Las malas lenguas apuntan que «cadáver» proviene del latín caro data vermibus (en castellano, «carne dada a gusanos»). Aparentemente, el concepto podría parecer acertado, pero la asociación es falsa. De hecho, pocos romanos enterraban a sus muertos como lo hacemos en el presente, de cuerpo entero; en realidad, lo que enterraban eran sus cenizas.
«Cadáver» apuntaba hacia el recién fallecido o, lo que es lo mismo, hacia aquel que ya no podía sostenerse en pie. Es lo que refleja su raíz: «cadáver» nació del verbo caer, en latín cadere. Algo similar ocurría con aquel que, si bien se mantenía en pie, lo hacía de forma poco firme; es decir, infirme o, como decimos hoy, enfermo. En definitiva, si hubiéramos visitado un cementerio siglos antes de Cristo no habríamos encontrado ni difuntos ni cadáveres. Lo peor de todo es que ni siquiera los habríamos encontrado: los cementerios tampoco eran cementerios.
¿«Cementerio», hogar de muertos?
El lugar donde enterraban a los muertos era la necrópolis: un coemeterium en la antigua Roma –koimeterion en Grecia– era un simple dormitorio o, en su defecto, un lugar donde acostarse a descansar. ¿Cómo llegó a tomar el significado del presente? De nuevo, se trata de una metáfora del cristianismo: como la muerte no era el final, sino una parte del proceso del hombre, la Iglesia sostenía que al morir se nos enterraba para dormir y así poder resucitar posteriormente. El auge de la religión cristiana, por supuesto, expandiría el concepto hasta expulsar las necrópolis de nuestros diálogos cotidianos.

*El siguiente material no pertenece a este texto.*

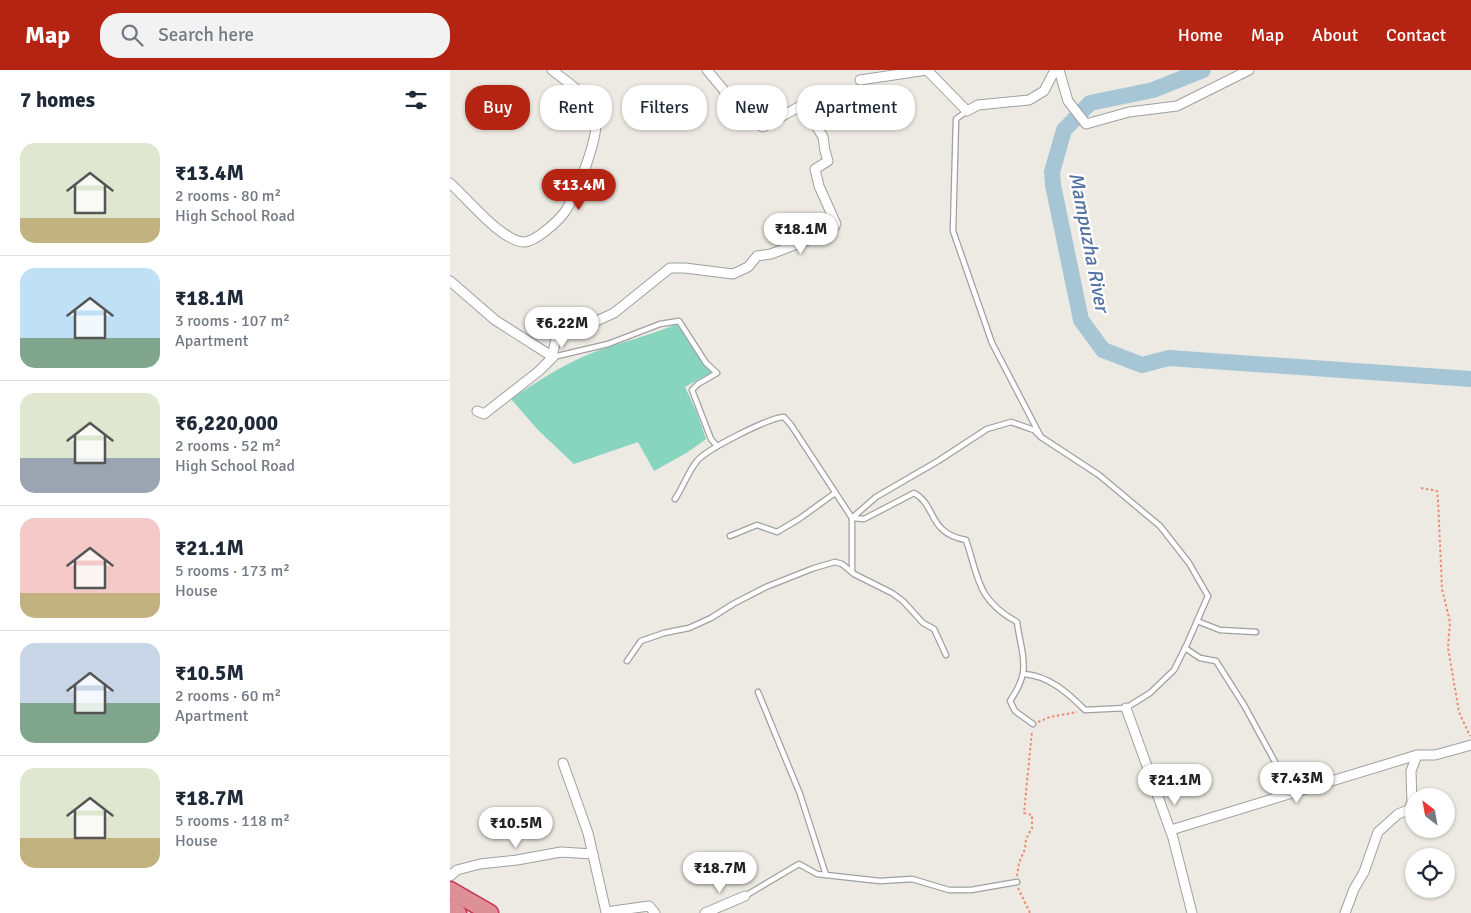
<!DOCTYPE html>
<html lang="en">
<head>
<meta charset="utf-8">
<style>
	:root { --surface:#fff; --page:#f2f2f3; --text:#1f2937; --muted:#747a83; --line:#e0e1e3; --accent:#b52312 }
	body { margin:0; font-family:Signika,sans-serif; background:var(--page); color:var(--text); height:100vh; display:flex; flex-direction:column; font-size:19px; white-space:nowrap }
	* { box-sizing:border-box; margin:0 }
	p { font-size:16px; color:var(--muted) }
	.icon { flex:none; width:28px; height:28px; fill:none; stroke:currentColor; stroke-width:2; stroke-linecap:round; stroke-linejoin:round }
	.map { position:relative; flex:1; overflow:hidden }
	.sheet { display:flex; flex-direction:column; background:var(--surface); width:450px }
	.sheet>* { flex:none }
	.hud { position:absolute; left:15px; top:15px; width:475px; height:45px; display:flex; gap:10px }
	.needle { width:32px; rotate:329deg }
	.controls { position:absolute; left:955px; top:718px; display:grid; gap:10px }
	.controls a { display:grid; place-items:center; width:50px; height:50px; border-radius:50%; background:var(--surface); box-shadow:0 1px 4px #0004; font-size:25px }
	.price { position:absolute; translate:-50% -42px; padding:0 11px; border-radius:18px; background:#fff; color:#222; font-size:16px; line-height:32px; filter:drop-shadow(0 1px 2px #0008) }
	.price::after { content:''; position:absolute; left:50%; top:30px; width:15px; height:11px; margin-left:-8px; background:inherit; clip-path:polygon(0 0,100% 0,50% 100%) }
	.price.current { background:var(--accent); color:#fff }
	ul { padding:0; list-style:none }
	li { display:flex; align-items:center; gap:15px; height:125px; padding:0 20px }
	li+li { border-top:1px solid var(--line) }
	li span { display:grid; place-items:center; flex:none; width:140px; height:100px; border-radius:15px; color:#555 }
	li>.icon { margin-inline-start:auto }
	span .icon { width:60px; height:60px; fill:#fffc; stroke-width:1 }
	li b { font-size:21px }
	h2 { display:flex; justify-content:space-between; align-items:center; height:60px; padding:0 20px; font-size:21px }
	.pill { padding:0 18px; border-radius:20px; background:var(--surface); box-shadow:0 1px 4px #0004; font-size:18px; line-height:45px }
	.pill.current { background:var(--accent); color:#fff }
	header { display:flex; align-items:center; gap:30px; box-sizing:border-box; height:70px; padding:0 25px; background:var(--accent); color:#fff }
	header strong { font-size:24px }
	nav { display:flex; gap:28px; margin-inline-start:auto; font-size:18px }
	.search { width:350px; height:45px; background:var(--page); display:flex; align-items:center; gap:12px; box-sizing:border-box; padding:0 18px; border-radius:20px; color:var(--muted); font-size:19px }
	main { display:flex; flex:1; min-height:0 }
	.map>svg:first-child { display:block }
	.pitch { fill:#87d5bf }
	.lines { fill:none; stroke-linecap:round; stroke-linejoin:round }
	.river { stroke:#a6c6d6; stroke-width:16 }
	.lane-casing { stroke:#a0a0a0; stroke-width:7 }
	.street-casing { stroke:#a0a0a0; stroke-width:11 }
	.highway-casing { stroke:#c63356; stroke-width:19 }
	.path { stroke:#ec8c73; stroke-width:2; stroke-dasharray:2.5 2.5; stroke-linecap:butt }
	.lane { stroke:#fff; stroke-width:4.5 }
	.street { stroke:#fff; stroke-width:9 }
	.highway { stroke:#dd9096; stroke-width:16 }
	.labels { text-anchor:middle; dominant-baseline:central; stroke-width:4.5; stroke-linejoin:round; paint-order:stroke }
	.water-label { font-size:20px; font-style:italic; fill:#5271a2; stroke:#fff }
</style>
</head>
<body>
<header>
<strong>Map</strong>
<div class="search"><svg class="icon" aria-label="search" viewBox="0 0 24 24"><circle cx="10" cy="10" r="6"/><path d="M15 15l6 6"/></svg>Search here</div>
<nav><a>Home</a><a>Map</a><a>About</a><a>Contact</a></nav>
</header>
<main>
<section class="sheet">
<h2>7 homes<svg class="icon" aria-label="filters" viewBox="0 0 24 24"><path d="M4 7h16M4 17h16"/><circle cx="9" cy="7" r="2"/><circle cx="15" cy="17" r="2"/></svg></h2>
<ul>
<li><span style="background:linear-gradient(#dfe7d0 75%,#c2b280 0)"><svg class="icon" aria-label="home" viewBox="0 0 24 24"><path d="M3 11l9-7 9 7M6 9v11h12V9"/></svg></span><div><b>₹13.4M</b><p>2 rooms · 80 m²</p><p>High School Road</p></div></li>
<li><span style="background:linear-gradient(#bfe0f5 70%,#7fa58c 0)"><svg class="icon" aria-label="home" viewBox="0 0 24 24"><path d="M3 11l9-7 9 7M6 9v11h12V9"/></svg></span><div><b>₹18.1M</b><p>3 rooms · 107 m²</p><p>Apartment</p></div></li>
<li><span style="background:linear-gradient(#dfe7d0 65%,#9aa5b1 0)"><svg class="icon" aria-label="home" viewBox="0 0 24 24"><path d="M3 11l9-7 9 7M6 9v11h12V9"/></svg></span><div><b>₹6,220,000</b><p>2 rooms · 52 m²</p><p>High School Road</p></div></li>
<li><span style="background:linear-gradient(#f6c9c9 75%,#c2b280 0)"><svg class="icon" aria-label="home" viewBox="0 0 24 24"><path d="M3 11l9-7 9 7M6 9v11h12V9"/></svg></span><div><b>₹21.1M</b><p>5 rooms · 173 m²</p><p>House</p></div></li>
<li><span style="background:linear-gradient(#c9d6e8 60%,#7fa58c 0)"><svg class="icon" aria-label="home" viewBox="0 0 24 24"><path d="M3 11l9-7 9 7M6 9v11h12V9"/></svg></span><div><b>₹10.5M</b><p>2 rooms · 60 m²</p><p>Apartment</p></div></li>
<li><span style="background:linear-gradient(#dfe7d0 70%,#c2b280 0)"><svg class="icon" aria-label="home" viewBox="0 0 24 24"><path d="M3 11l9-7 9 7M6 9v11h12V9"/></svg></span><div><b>₹18.7M</b><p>5 rooms · 118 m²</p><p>House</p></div></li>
</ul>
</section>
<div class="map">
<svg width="1021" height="843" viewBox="0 0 1021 843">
	<rect width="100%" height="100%" fill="#eceae2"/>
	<path class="pitch" d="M227,254L251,290L262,302L235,317L247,343L256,369L238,382L204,401L188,372L124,394L88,360L61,329C87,312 113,294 142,283C170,272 199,266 227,254Z"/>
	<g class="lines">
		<polyline class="river" points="753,0 703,20 640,33 614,60 602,102 603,115 631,250 653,280 692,295 719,288 1021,309"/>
		<defs>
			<g id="lane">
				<polyline points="103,287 158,274 210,254 229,251 256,293 267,303 248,314 242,320 261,369 267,376"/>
				<path d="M225,429C233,417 238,402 247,391C257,379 318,348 334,347L341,355L402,448V501"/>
				<polyline points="402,448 426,427 488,391 537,359 561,352 584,360 591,367 542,273 503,161 506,49 517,41"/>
				<path d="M402,448L414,449L464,423C487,435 477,463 516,470C529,509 527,530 567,552C572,588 582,599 560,631L565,641L583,654"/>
				<polyline points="280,466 307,455 327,462 349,449 385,423"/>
				<polyline points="747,551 770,560 806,562"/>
				<polyline points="735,578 750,588 766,591 794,635 842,723"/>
				<polyline points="177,591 191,571 214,563 239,558 261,548 283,534 316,517 364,498 385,492 392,494 404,504 442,523 453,531 473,553 484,559 496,585"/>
				<path d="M574,604C599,606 617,622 635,640L676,638L700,623L724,600L737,574L758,526L739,493L710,456L649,405L591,367"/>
				<polyline points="308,622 350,724 376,805"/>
				<polyline points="295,826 349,794 367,804 430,811 462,809 499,820 521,820 567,812"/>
			</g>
			<g id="street">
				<polyline points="609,0 618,31 636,54 679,42 727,36 799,0"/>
				<polyline points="410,10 477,0 517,41 528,35 579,30 594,21 605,0"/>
				<path d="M0,113C17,128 51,171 74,172C85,172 107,152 114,143C126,127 152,61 145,43C137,24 117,12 102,0"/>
				<polyline points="0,211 45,250 103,287 89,301 34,344 27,341"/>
				<polyline points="103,282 108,261 121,258 129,259 164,243 220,198 235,198 283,204 298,197 307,186 321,184 381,161 386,154 369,116 365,99 378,91 375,81 373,67 365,54 361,39 352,35 313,57 296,47 257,0"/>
				<polyline points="676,638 723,768 742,843"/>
				<polyline points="113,693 138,763 156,842 199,836 205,843"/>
				<polyline points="721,760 967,685"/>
				<polyline points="0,806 7,800 30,794 67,790 111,782 143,784"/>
				<polyline points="255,843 295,826"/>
				<polyline points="895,843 904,819 914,802 928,762 948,744 958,740 962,733 961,701 967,685 985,685 1021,675"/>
			</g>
			<g id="highway">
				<polyline points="0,820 40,843"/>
				<polyline points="0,838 8,843"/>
			</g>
		</defs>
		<use href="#lane" class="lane-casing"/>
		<use href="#street" class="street-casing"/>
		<use href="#highway" class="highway-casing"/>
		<g class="path">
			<polyline points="971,418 987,421 988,430 992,519 1000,552 998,578 1009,642 1020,666"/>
			<polyline points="588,652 600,647 627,642"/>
			<polyline points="567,806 569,793 575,779 576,769 582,758 582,745 574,743 582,661"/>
			<polyline points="568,818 580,843"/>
		</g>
		<use href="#lane" class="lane"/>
		<use href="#street" class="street"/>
		<use href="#highway" class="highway"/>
	</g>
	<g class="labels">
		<g class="water-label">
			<text transform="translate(639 172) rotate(79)">Mampuzha River</text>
		</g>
	</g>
</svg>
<div class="controls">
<a><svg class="needle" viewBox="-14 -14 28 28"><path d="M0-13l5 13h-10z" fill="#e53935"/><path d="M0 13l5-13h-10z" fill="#747a83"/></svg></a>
<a><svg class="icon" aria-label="locate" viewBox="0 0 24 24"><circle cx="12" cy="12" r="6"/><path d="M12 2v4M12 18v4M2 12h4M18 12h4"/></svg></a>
</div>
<b class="price current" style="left:129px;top:141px">₹13.4M</b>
<b class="price" style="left:351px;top:185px">₹18.1M</b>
<b class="price" style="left:112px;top:279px">₹6.22M</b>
<b class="price" style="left:847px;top:734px">₹7.43M</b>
<b class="price" style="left:725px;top:736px">₹21.1M</b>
<b class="price" style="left:66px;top:779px">₹10.5M</b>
<b class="price" style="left:270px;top:824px">₹18.7M</b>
<div class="hud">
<a class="pill current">Buy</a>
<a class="pill">Rent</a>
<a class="pill">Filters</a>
<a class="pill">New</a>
<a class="pill">Apartment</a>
</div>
</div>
</main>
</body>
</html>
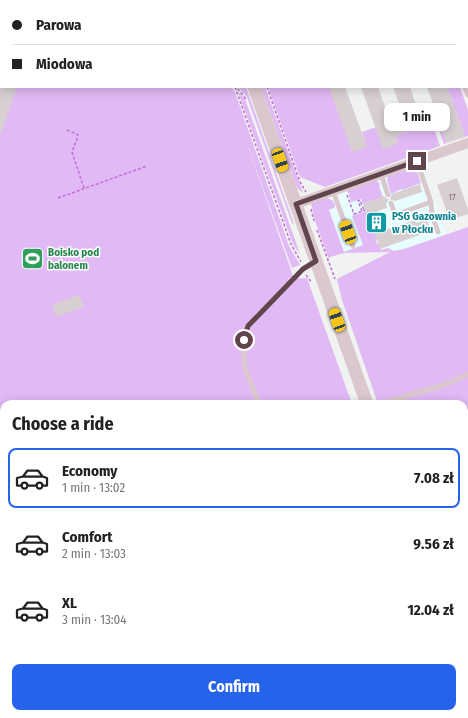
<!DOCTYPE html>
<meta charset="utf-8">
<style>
body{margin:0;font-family:"Fira Sans Condensed",sans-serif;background:#f2f2f2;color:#222;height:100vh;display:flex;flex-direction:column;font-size:15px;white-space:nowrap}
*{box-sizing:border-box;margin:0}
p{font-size:13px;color:#767676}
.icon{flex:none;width:22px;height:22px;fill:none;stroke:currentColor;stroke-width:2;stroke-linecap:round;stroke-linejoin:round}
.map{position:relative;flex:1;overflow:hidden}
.drawer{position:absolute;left:0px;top:400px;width:468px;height:318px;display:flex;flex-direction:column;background:#fff;border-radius:12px 12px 0 0;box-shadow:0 2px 10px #0003}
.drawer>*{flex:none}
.guide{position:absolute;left:0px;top:0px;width:468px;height:88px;box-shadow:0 2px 10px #0003;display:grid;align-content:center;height:88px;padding:0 12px;background:#fff}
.end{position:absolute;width:18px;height:18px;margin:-9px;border:5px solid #60454c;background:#fff;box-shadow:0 0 0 2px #fff}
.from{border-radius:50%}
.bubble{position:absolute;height:28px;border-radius:8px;background:#fff;box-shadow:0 2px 10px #0003;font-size:13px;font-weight:700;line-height:28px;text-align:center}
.car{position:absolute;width:12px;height:24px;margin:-12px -6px;border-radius:5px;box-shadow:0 0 3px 1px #0007;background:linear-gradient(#f5c518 24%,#345 0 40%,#f5c518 0 76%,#345 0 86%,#f5c518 0)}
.guide b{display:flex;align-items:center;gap:14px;height:38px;font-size:15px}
.guide b+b{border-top:1px solid #e0e0e0}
.guide i{width:10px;height:10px;background:#222}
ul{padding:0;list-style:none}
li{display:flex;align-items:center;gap:12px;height:60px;margin:0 8px 6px;padding:0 4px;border:2px solid transparent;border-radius:8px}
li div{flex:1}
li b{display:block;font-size:15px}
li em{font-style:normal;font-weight:700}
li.selected{border-color:#2563eb}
li>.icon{width:36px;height:36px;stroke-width:1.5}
h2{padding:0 12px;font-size:18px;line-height:48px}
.action{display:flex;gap:8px;margin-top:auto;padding:8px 12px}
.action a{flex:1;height:46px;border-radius:8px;background:#2563eb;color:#fff;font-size:16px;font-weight:700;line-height:46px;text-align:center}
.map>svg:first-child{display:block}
.commercial{fill:#e8fefe}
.green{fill:#e1b9f5}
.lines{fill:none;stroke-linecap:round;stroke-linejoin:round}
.river{stroke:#f781bd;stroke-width:15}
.building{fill:#d8cfd0}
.path{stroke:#c16dd7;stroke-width:1.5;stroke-dasharray:3 2;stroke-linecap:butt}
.service{stroke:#dbc8cd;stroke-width:5}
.minor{stroke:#dbc8cd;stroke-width:10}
.tertiary{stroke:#dbc8cd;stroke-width:13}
.route{stroke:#60454c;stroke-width:5}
.labels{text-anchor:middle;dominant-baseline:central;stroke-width:3;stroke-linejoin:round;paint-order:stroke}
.number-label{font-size:9px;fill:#7e686d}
.culture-label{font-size:11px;font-weight:bold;fill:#0d838f;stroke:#fff;text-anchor:start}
.leisure-label{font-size:11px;font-weight:bold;fill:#27864d;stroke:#fff;text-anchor:start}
</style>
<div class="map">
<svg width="468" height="718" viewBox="0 0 468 718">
<rect width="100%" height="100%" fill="#f0f3f0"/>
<path class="commercial" d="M 422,165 L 446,234 L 404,249 L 391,251 L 340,253 L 321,201 Z"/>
<path class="green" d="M 0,0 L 69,1 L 1,1 L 1,87 L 231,87 L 235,92 L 289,246 L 300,265 L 292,268 L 244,136 L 290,267 L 293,277 L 287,279 L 307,278 L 352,404 L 4,404 L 4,472 L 0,472 Z
M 238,87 L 246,87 L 294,224 L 292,223 L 247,97 Z
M 261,87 L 265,87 L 303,193 L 298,189 L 296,185 Z
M 268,87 L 330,87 L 366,147 L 362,132 L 376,127 L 398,143 L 395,136 L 423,126 L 418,112 L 427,109 L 440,146 L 325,187 L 300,177 Z
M 447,87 L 460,87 L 468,110 L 468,136 L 444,144 L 431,108 L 434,107 L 447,143 L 465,136 Z
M 238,92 L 245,99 L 300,254 L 293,244 Z
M 412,167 L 416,168 L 421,183 L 402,190 L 401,189 L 391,194 L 387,180 L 388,176 Z
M 376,180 L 380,184 L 379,186 L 383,197 L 363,204 L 361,199 L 351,202 L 347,190 Z
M 326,198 L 332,200 L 335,205 L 334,208 L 329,210 L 344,252 L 363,245 L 352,216 L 365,211 L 367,215 L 368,214 L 377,239 L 376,240 L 377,244 L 379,244 L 381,250 L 388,248 L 394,251 L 404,249 L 468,227 L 468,472 L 464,473 L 464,404 L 378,404 L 342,300 L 337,279 L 390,252 L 344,253 L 330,257 L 329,259 L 315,221 L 311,203 Z
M 464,546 L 468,546 L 468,649 L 464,638 Z
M 53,714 L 201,714 L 184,718 L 52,718 Z
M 246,714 L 452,714 L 454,718 L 239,718 Z"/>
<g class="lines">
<path class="river" d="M 464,415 L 468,415
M 0,454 L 4,454"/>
</g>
<path class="building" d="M 0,87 L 17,87 L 1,133 L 0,133 Z
M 329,87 L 345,87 L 367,147 L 352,152 Z
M 361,87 L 378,87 L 389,119 L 403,114 L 393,87 L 410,87 L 423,126 L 395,136 L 398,144 L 383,149 Z
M 427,87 L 447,87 L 465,136 L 447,143 Z
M 457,178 L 468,209 L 468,214 L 450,220 L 437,185 Z
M 420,184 L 422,192 L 395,201 L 389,199 L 386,204 L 387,208 L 378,211 L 385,230 L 415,220 L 416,223 L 427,219 L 431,231 L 380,249 L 368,214 L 367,215 L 363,204 L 384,196 L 387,199 L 390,199 L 392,194 Z
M 79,295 L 84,307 L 56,317 L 52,305 Z"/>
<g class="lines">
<path class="path" d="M 73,0 L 76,1
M 86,0 L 89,1
M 172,0 L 175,1
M 236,0 L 236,1
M 422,0 L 422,1
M 187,1 L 188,0
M 198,1 L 199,0
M 339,1 L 342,0
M 233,87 L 237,88 L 246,99
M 235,87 L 291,244 L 301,262
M 267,87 L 300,182 L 306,192
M 67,130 L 77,134 L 78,136 L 72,152 L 84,188
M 347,195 L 354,214 L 365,210
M 58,198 L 147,166
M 311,209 L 314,221
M 362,211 L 358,201 L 360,200 L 364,210
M 317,230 L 335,279
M 306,275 L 312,283
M 460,714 L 461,718"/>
<path class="service" d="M 436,0 L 436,1
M 465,87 L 468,95
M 381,174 L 388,195
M 333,191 L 353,246
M 431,202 L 432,215 L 438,232
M 391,203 L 395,215 L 431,202 L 417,161
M 259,404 L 245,368 L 243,340 L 248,326 L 303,269 L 315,261
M 380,404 L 447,384 L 468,374"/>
<path class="minor" d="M 296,204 L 468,143"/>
<path class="tertiary" d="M 118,0 L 121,1
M 217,1 L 218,0
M 254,87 L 367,404
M 464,676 L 468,687"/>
</g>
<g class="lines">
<path class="route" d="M 244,340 L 248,326 L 303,269 L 316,261 L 296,204 L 417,161"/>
</g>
<defs>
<symbol id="building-square" viewBox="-11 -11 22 22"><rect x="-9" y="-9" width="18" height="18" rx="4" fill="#0f9aa8" stroke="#fff"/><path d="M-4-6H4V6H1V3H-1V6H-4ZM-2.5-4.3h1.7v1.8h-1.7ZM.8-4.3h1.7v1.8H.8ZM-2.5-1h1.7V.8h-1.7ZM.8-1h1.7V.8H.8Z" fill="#fff"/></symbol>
<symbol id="stadium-square" viewBox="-11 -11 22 22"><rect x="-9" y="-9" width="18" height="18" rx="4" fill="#2e9e5b" stroke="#fff"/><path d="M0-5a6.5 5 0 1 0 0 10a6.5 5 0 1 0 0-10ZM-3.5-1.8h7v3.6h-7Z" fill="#fff"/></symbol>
</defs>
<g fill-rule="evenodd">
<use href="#building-square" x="364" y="210" width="25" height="25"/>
<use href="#stadium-square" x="20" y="246" width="25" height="25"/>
</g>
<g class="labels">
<g class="number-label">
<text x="452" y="197">17</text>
</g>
<g class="culture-label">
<text x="392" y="216">PSG Gazownia<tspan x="392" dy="13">w Płocku</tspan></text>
</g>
<g class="leisure-label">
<text x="48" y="252">Boisko pod<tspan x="48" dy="13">balonem</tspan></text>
</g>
</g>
</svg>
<i class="end from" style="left:244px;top:340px"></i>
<i class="end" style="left:417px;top:161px"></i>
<div class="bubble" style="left:384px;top:103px;width:66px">1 min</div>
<i class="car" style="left:280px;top:160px;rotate:160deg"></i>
<i class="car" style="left:348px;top:232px;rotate:340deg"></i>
<i class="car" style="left:337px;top:320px;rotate:340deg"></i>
<div class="guide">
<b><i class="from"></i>Parowa</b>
<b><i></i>Miodowa</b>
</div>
<section class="drawer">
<h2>Choose a ride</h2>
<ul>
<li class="selected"><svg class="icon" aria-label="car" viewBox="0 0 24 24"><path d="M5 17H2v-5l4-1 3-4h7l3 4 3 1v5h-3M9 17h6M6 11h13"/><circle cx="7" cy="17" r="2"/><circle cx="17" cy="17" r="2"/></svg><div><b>Economy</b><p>1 min · 13:02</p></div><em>7.08 zł</em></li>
<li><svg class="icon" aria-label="car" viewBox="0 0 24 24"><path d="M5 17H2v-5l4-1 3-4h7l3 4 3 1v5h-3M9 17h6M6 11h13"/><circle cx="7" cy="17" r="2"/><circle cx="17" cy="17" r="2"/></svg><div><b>Comfort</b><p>2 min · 13:03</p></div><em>9.56 zł</em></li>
<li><svg class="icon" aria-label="car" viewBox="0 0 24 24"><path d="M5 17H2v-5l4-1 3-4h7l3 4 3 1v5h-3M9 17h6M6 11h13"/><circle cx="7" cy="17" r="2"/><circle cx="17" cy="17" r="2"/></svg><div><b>XL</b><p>3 min · 13:04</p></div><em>12.04 zł</em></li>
</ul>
<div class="action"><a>Confirm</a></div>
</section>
</div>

La etimología refleja la maleabilidad de las lenguas, y si bien puede suponer una gran ventaja (al menos a priori) para la evolución intelectual, también puede constituir un obstáculo para disciplinas como la filosofía analítica, a la que le encantaría crear un sistema de comunicación perfectamente lógico, neutral, inquebrantable y libre de ambigüedades, o sea, todo lo contrario de lo que es ahora. Toda una tragedia, podríamos decir, pero si nos leyera un griego antiguo nos lo reprocharía inmediatamente: «tragedia» significaba originalmente «canción de la cabra» (de ‘tragos-‘, o cabra; y ‘-oide’, u oda).